"""

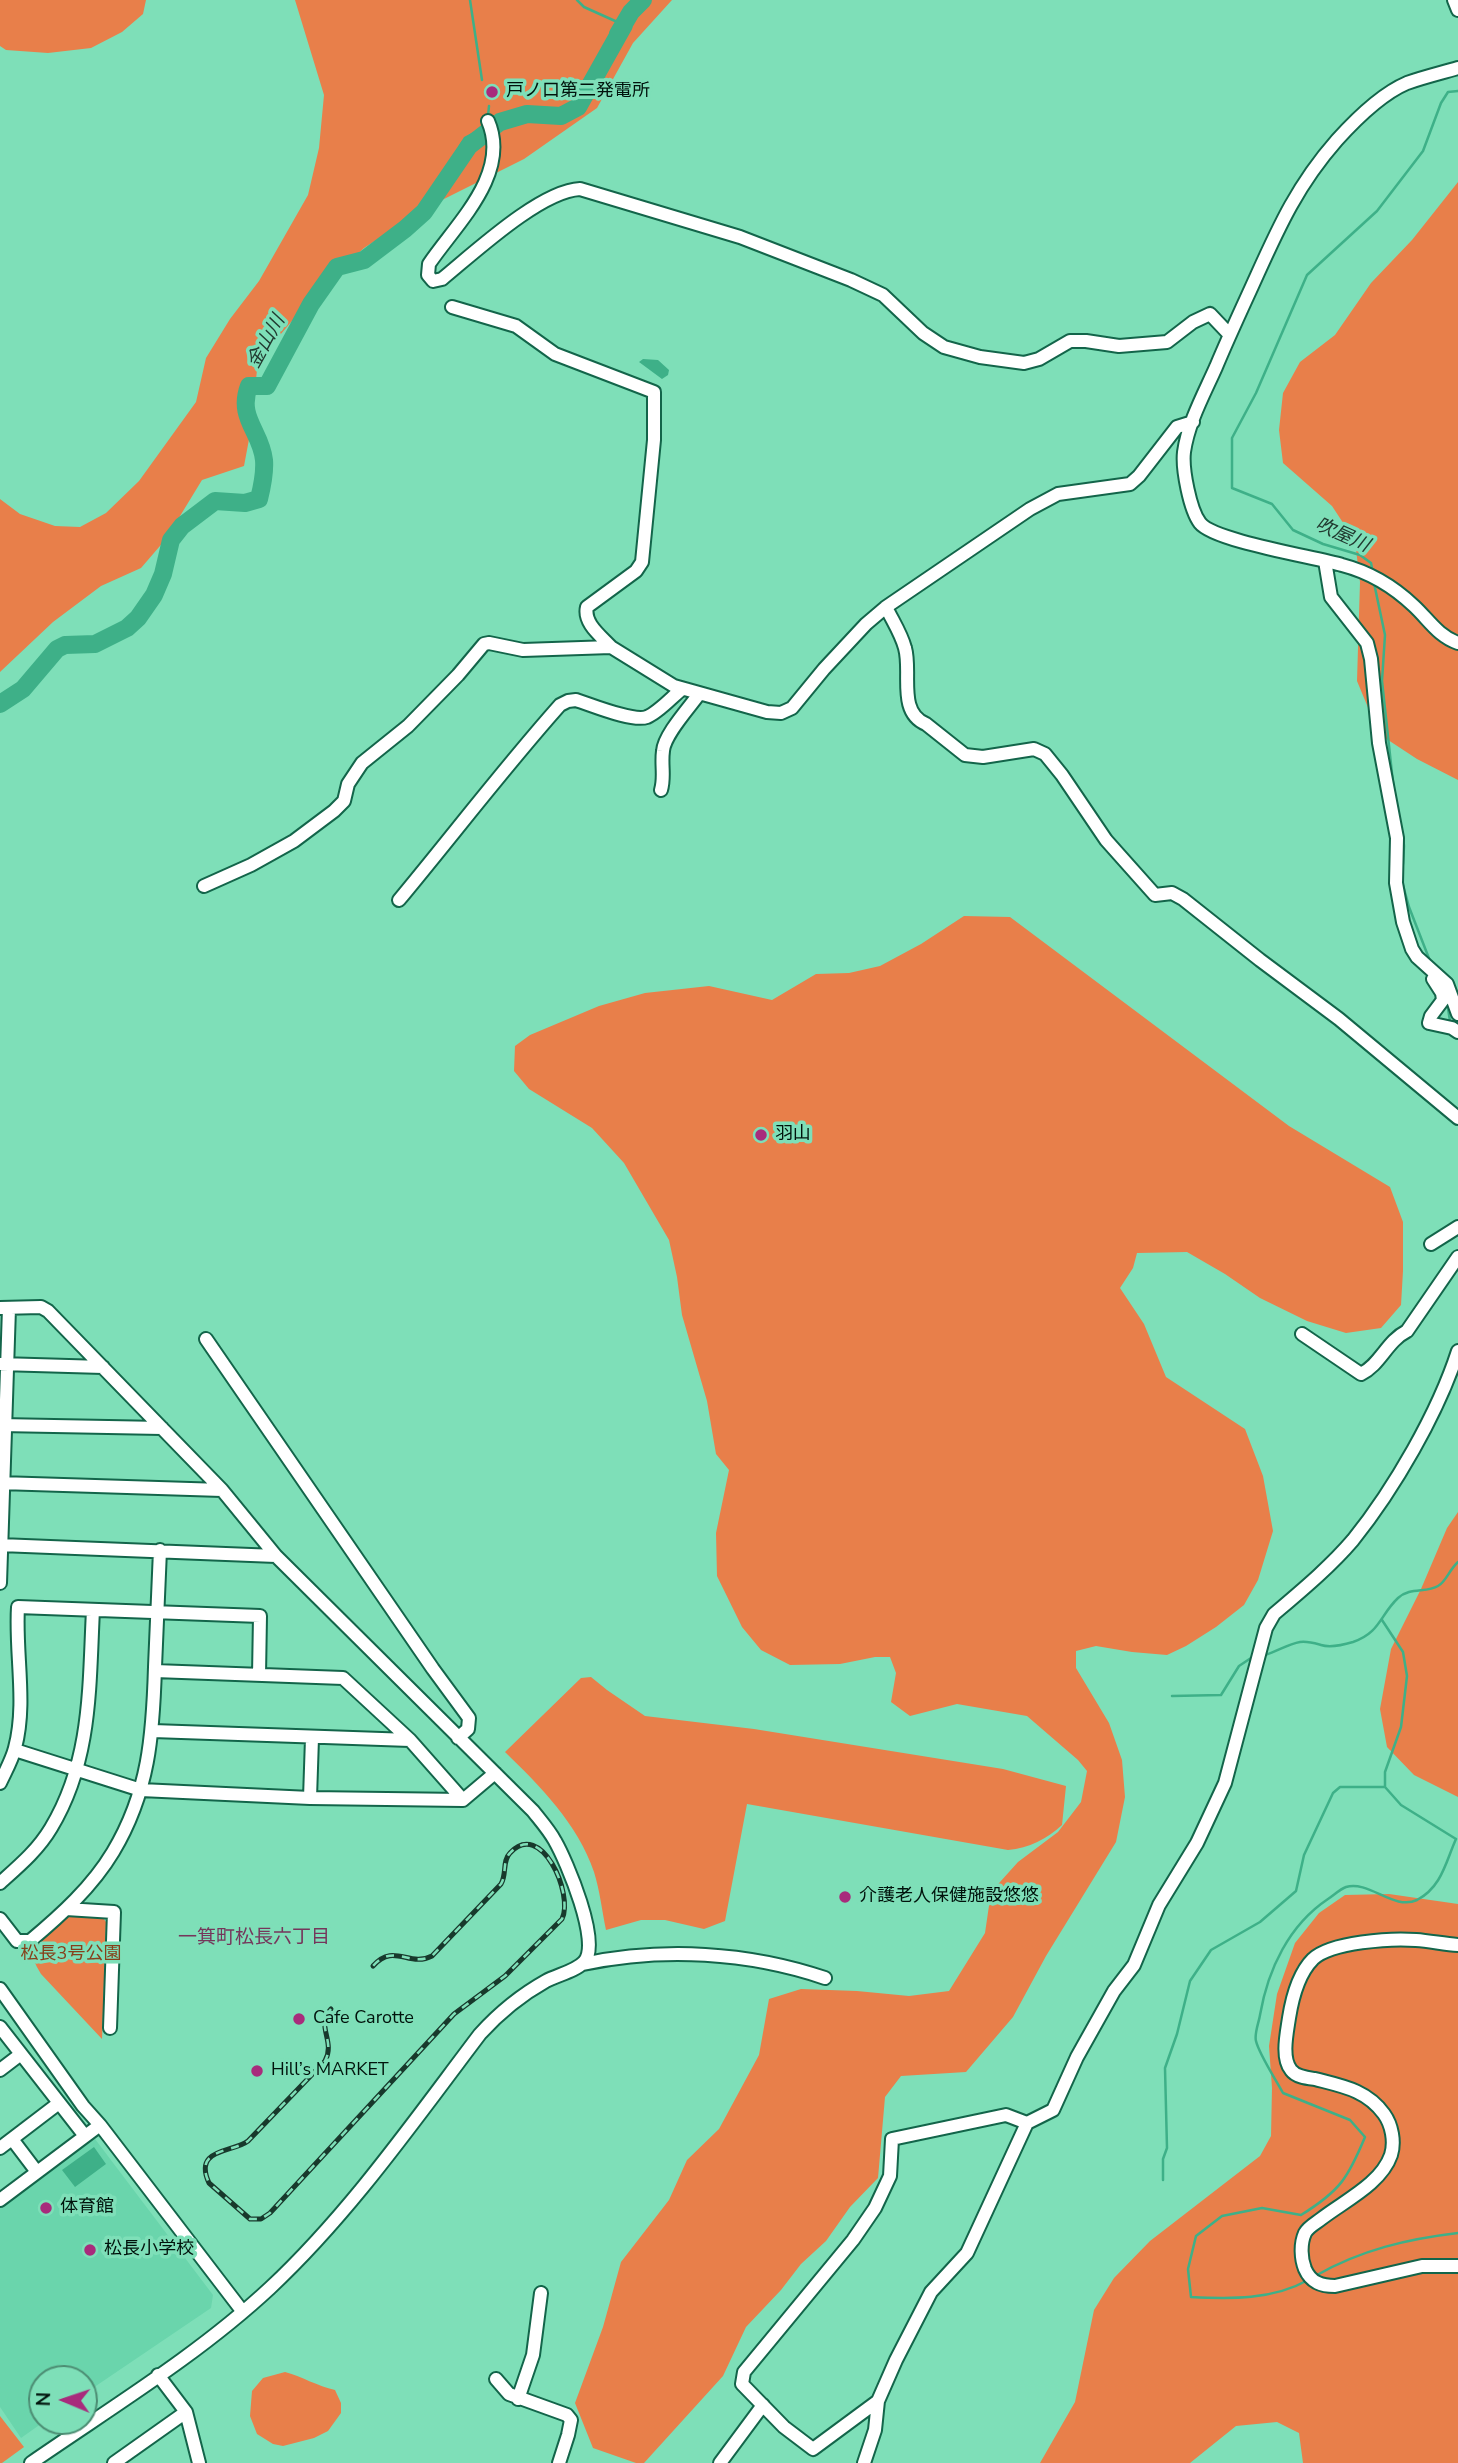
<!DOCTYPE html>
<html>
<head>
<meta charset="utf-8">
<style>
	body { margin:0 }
	#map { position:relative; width:1458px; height:2463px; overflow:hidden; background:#7edfb8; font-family:"Nunito Sans",sans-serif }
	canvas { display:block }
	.north { position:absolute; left:28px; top:2365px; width:70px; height:70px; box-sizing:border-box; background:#7edfb8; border:2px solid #4c8d73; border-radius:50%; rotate:272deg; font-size:19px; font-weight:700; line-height:28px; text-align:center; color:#01130c }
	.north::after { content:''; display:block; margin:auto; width:24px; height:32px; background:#a82b7c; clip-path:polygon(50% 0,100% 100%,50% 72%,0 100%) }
</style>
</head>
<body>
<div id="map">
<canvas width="1458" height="2463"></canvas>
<div class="north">N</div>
</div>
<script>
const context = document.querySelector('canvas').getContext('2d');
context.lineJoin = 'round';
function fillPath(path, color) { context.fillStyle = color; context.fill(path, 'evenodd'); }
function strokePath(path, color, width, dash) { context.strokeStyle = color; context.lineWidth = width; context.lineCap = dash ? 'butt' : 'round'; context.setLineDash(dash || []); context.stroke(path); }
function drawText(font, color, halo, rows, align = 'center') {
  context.font = font + ' "Nunito Sans","Noto Sans JP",sans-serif'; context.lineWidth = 7; context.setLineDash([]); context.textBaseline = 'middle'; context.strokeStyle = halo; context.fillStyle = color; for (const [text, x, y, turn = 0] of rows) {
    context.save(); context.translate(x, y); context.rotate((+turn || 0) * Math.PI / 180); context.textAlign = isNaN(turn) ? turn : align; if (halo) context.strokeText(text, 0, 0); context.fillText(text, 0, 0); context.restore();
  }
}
fillPath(new Path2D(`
	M95,2139L213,2295L211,2308L84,2394V2379H42V2421H45L21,2438L0,2407V2205Z`), '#6ad5ac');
fillPath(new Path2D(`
	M0,0H146L143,14L122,32L91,48L48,53L6,50L0,46Z
	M295,0H672L633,43L597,108L524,159L424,209L364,248L314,295L258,361L250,434L244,466L202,480L166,539L141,568L101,586L53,622L0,672V499L20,514L55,526L80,527L106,513L139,481L196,402L206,358L230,319L259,281L308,195L319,148L324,95Z
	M1458,182V780L1417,759L1379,734L1357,681L1360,582L1355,541L1332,506L1283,463L1279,430L1283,393L1300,362L1335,335L1371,283L1412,240Z
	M964,916L1010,917L1289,1126L1390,1187L1403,1222V1271L1401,1305L1381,1328L1346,1333L1307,1321L1260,1298L1225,1274L1187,1252L1137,1253L1133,1268L1120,1288L1144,1324L1166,1377L1245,1429L1263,1476L1273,1531L1258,1580L1244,1605L1216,1627L1186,1646L1167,1655L1132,1652L1096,1646L1076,1651V1668L1109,1723L1122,1760L1125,1797L1116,1842L1046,1956L1013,2017L966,2072L901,2076L885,2097L878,2178L850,2207L826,2241L801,2264L781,2290L746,2327L723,2376L644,2463H636L593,2448L575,2403L603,2327L621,2262L669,2200L687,2160L719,2129L759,2055L769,1999L801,1989L857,1991L909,1996L949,1991L985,1933L991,1892L1018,1862L1058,1832L1081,1802L1087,1771L1078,1760L1027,1716L957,1704L910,1716L891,1702L896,1673L890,1657H875L840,1664L790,1665L761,1650L742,1627L717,1576L716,1533L729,1470L716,1454L707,1401L682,1315L677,1277L669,1240L624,1163L592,1128L529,1089L514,1071L515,1046L530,1035L599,1006L645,993L709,986L772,1000L816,974L849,973L880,966L921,944Z
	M1458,1512V1797L1414,1775L1387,1747L1380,1709L1391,1649L1421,1589L1447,1528Z
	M591,1677L607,1690L645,1716L754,1729L1003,1769L1066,1786L1062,1825C1047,1839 1029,1848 1008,1850L747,1804L725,1921L704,1929L665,1920H641L606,1930C602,1911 600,1891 594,1872C578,1824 540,1786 505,1752L581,1678Z
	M1389,1894L1458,1904V2463H1303L1299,2433L1277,2422L1236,2426L1190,2463H1040L1075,2402L1094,2310L1114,2278L1150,2241L1260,2156L1271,2136L1272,2088L1269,2046L1277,1994L1295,1943L1319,1913L1345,1895Z
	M67,1914L101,1915L106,1922L102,2039L41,1974C35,1964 30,1955 34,1944Z
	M285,2372C303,2377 317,2386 335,2390L341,2403V2413L328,2431L314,2438L283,2446L273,2444L257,2434L250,2416L252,2391L263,2378Z
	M0,2416L24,2447L2,2463H0Z`), '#e87f4a');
fillPath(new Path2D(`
	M483,127L488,137L467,159L458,147L464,137Z
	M643,359L658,360L669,370L668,375L662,379L639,362Z
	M94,2147L106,2164L75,2187L62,2170Z`), '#3eb088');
strokePath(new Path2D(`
	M470,0L482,80
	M577,0L584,7L624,25
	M488,116L489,106
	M1373,573L1371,563L1360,555L1323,544L1293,530L1272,504L1232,488V438L1256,393L1307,275L1377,211L1423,151L1441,103L1448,92L1458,91
	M1374,583L1385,635L1382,681L1394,792
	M1403,864L1404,846L1403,836
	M1401,878L1409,907L1430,961
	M1447,1002L1450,1021L1458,1024
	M1382,1620L1403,1652L1407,1676L1401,1727L1385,1772V1787L1401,1805L1456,1839
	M1265,1655C1276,1652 1288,1644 1300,1642C1308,1641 1314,1643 1321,1645C1331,1648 1343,1645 1353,1642C1380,1633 1380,1615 1398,1598C1410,1587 1426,1593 1438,1586C1446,1582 1449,1570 1458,1562
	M1172,1696L1221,1695L1239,1666L1254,1656
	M1163,2180V2159L1167,2148L1165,2068L1177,2034L1190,1981L1211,1950L1260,1922L1296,1891L1304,1855L1333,1793L1340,1787H1385
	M1317,2275C1361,2250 1407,2239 1458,2233
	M1308,2280C1273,2300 1230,2299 1191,2297L1188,2269L1196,2236L1222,2216L1262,2208L1301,2215C1340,2191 1348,2178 1365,2137L1350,2120L1283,2093C1276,2080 1259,2054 1256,2041C1254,2034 1259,2022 1260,2015C1268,1969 1289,1925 1328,1899C1333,1896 1340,1889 1346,1887C1369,1880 1394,1911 1417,1900C1442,1887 1446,1861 1456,1839`), '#3eb088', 2.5);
strokePath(new Path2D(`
	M618,34L631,12L643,0
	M0,704L23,689L57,649L65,645L95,644L127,628L138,618L154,595L163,574L171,540L182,526L215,501L245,503L259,499C262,487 265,472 264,460C261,431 237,418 249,386H267L311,304L337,267L364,260L405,229L424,212L469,146L500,122L527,114L561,116L578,107L624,25`), '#3eb088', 18);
const minor = new Path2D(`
	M1454,0L1458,10
	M1458,68C1441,73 1424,77 1407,83C1381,94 1356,119 1337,140C1293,190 1275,236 1248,295C1237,319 1226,343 1216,367C1204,394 1188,423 1184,452C1182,469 1190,510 1200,523C1214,541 1315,557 1342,565C1369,572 1394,587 1414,606C1429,620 1438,636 1458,643
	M488,121C511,174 456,224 429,264L428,275L433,281L442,279C474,253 540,191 580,189L740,237L851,280L883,295L923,333L944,347L980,357L1024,363L1039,359L1070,341H1086L1119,346L1167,342L1193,322L1210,314L1229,334
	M452,307L516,326L555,354L654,392V440L642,562L636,571L587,607C583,623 601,636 611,647
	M1325,561L1331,597L1367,643L1371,659L1379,743L1397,838L1396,883L1403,922L1412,949L1417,957L1447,984L1458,1014
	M886,607C892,620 901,633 905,648C912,672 897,712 926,724L965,755L983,757L1034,749L1045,754L1062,775L1106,840L1155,895L1172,893L1183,899L1260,960L1339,1019L1458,1118
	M661,790C665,777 661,765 663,751C664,735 689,708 699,694
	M204,886L251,865L294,841L334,811L344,801L348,784L362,763L408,726L458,675L484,644L489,643L523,650L611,647L674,686L767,712L781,713L792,708L824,669L866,624L886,607L1030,509L1058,494L1130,484L1139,476L1177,427L1193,422
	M399,900C453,835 504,768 560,705L568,701L576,700C592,705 632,722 647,717C659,712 672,697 682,689
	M1433,979L1442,993L1443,1000L1431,1016L1429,1023L1452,1028L1458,1032
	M1431,1244L1458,1227
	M0,1308L41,1307L48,1311L222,1490L276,1556L533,1811C540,1820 549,1830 555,1841C566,1860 602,1944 584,1962C576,1971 557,1975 546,1981C521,1995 499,2013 480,2034C414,2121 350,2213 270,2288C198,2355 112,2407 31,2463
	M1302,1334L1361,1374C1380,1365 1387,1341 1407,1331L1458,1257
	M206,1339L433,1669L469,1718L468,1729L458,1738
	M0,1364L103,1367
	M0,1425L162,1428
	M0,1483L222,1490
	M0,1545L276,1556
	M0,1583L9,1308
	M155,1671L343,1678L410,1740L463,1800
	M153,1731L410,1740
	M15,1750L141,1790L310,1798L463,1800L495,1773
	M0,1783C5,1772 12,1760 15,1748C27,1703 15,1653 18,1607L260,1616L259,1675
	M310,1798L312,1738
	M0,1883C19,1866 38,1850 51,1828C92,1760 89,1686 93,1610
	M66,1909L114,1912L110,2028
	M0,1919L17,1941H30C61,1915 92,1887 113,1852C149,1792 153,1735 155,1667C157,1628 158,1589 160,1550
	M1458,1945C1444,1944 1430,1941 1416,1940C1391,1938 1331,1942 1313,1959C1298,1974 1292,1999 1289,2018C1287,2032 1281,2058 1291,2070C1296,2077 1307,2078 1315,2079C1342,2086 1367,2090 1384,2114C1392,2125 1395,2142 1391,2155C1381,2184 1344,2201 1321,2219C1316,2223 1308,2227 1305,2233C1300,2244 1301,2259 1305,2269C1311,2283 1322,2286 1335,2286L1422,2266H1458
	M583,1964C663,1947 748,1952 825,1978
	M0,1989L83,2106L100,2125L243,2312
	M0,2027L85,2136
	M0,2070L21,2054
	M12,2139L37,2172
	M0,2148L59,2103
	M0,2200L100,2125
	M158,2375L186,2412L199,2463
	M496,2379L509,2394L567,2415L571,2420L568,2435L559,2463
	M518,2399L533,2355L541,2293
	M878,2401L813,2449L784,2427L742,2384L744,2372L853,2240L875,2208L890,2176L892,2139L1006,2115L1027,2123
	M114,2463L186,2412
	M720,2463L763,2405
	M864,2463L875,2430L878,2401L896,2360L931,2292L967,2253L1027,2123L1053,2110L1077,2057L1114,1991L1134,1965L1159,1905L1197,1843L1225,1783L1266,1628L1274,1614C1301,1591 1330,1567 1353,1540C1394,1489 1438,1413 1458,1351`);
strokePath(minor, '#13654a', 16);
strokePath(minor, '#fff', 12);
const rail = new Path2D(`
	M331,2009C315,2026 336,2041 325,2061L248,2141C232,2153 193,2148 209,2183L250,2219H261L270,2213L454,2014L505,1976L562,1919C574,1894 541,1819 510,1853C502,1861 507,1874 501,1884L432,1956C409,1968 394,1942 373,1966`);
strokePath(rail, '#18392c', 5);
strokePath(rail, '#7edfb8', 2.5, [8]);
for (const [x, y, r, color] of [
	[492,92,7,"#a82b7c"],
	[761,1135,7,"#a82b7c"],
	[845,1897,7,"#a82b7c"],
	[299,2019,7,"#a82b7c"],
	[257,2071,7,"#a82b7c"],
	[46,2208,7,"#a82b7c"],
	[90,2250,7,"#a82b7c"]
]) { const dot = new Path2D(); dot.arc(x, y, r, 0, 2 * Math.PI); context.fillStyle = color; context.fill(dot); strokePath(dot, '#7edfb8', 2.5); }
drawText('18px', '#01130c', '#7edfb8', [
	["戸ノ口第二発電所",506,92],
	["羽山",775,1135],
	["介護老人保健施設悠悠",859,1897],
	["Cafe Carotte",313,2019],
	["Hill’s MARKET",271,2071],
	["体育館",60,2208],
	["松長小学校",104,2250]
], 'left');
drawText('18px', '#86401b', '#7edfb8', [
	["松長3号公園",71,1955]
]);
drawText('italic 19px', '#213a30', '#7edfb8', [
	["金山川",267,342,-61],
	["吹屋川",1342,536,24]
]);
drawText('19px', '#75365b', '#7edfb8', [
	["一箕町松長六丁目",254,1938]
]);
</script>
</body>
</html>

"""

**PROBLEM DESCRIPTION**
Count the lines of the material that contain the word "turn" and state the resulting number without further remark.

**RESPONSE TO THE TASK**
2